Richard, do you remember anything about this?

I've updated preferences (just re-instating existing settings) at both WCG and GPUGRID. and also tried removing GPUGRID totally from one host and adding it back. so far nothing changed.
____________

Richard Haselgrove
Send message
Joined: 11 Jul 09
Posts: 1626
Credit: 9,376,466,723
RAC: 19,051,824
Level
Tyr
Scientific publications
watwatwatwatwatwatwatwatwatwatwatwatwatwatwatwatwatwatwatwatwatwatwatwatwatwatwat
Message 57176 - Posted: 8 Jul 2021 | 7:40:17 UTC - in response to Message 57175.

Richard, do you remember anything about this?

Yes, I remember it well. Message 150509 was one of my better bits of bug-hunting.

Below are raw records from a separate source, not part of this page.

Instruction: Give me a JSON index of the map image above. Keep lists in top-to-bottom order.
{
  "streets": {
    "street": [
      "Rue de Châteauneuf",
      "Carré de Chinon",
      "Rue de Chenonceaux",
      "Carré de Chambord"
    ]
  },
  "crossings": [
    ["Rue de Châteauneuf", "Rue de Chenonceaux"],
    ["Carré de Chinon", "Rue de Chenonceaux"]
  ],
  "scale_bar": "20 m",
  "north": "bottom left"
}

But I also draw your attention to Message 150489:

All my machines have global_prefs_override.xml files, so are functioning normally in spite of the oddities.

Ian&Steve C.
Avatar
Send message
Joined: 21 Feb 20
Posts: 1078
Credit: 40,231,533,983
RAC: 27
Level
Trp
Scientific publications
wat
Message 57179 - Posted: 8 Jul 2021 | 11:41:46 UTC - in response to Message 57176.

I have an override file as well. What’s the significance of that? It has my local settings, but that’s the significance to this issue?
____________

Keith Myers
Send message
Joined: 13 Dec 17
Posts: 1358
Credit: 7,894,103,302
RAC: 7,266,669
Level
Tyr
Scientific publications
watwatwatwatwat
Message 57180 - Posted: 8 Jul 2021 | 13:36:56 UTC - in response to Message 57179.

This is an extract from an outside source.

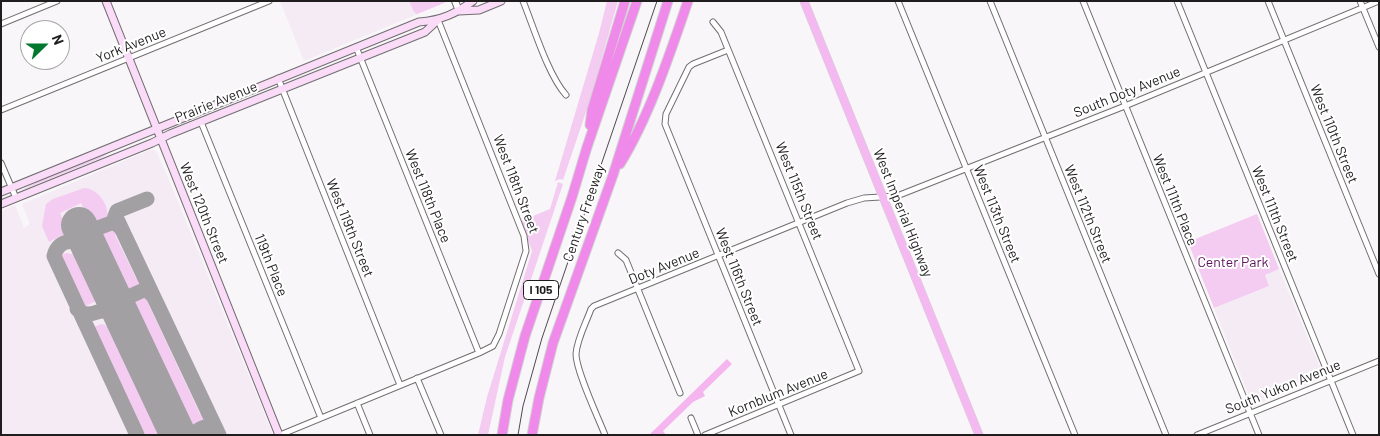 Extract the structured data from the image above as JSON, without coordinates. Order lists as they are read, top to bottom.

I have an override file as well. What’s the significance of that? It has my local settings, but that’s the significance to this issue?

An override file always takes precedence over any project preference file.

It is completely local to the host.

Richard Haselgrove
Send message
Joined: 11 Jul 09
Posts: 1626
Credit: 9,376,466,723
RAC: 19,051,824
Level
Tyr
Scientific publications
watwatwatwatwatwatwatwatwatwatwatwatwatwatwatwatwatwatwatwatwatwatwatwatwatwatwat
Message 57181 - Posted: 8 Jul 2021 | 13:48:01 UTC - in response to Message 57179.

The significance lies in the fact that Einstein has re-written large parts of their server code in Drupal, In some respects, their re-write didn't exactly correspond with the original Berkeley PHP (or whatever it was) version of the code.

In particular, the Drupal code barfed when reading the Berkeley version of the global_prefs.xml file, when venues were in use. The Berkeley file was mal-formed: the BOINC client was relaxed enough to read it, but the Drupal server was stricter and threw an error: that's when scheduler requests failed and no work was sent.

But 'no work' was a specifically Drupal (Einstein project) problem. Work could be fetched from other projects as normal. Einstein solved the problem by modifying their Drupal code so the the missing tag became a non-fatal error - it just wrote a warning into the server log instead. And they fixed the Berkeley code so that projects which updated their server code didn't trigger the bug any more.

So, I don't think the Einsten discussion will be a pointer to the cause of your problem here - even though this project still uses server version 613 (dating to around 2012-2013, before the Einstein fixes of 2016). My machines continue to request GPU work from all three of Einstein, GPUGrid and WCG. Only Einstein has 100% work availability - 'no work available' is common at the other two.

Ian&Steve C.
Avatar
Send message
Joined: 21 Feb 20
Posts: 1078
Credit: 40,231,533,983
RAC: 27
Level
Trp
Scientific publications
wat
Message 57182 - Posted: 8 Jul 2021 | 14:18:46 UTC - in response to Message 57181.
Last modified: 8 Jul 2021 | 14:27:23 UTC

I figured the exact Einstein issue was not causing any issue at GPUGRID, just that some of the aspects of that situation feel similar to whats happening now.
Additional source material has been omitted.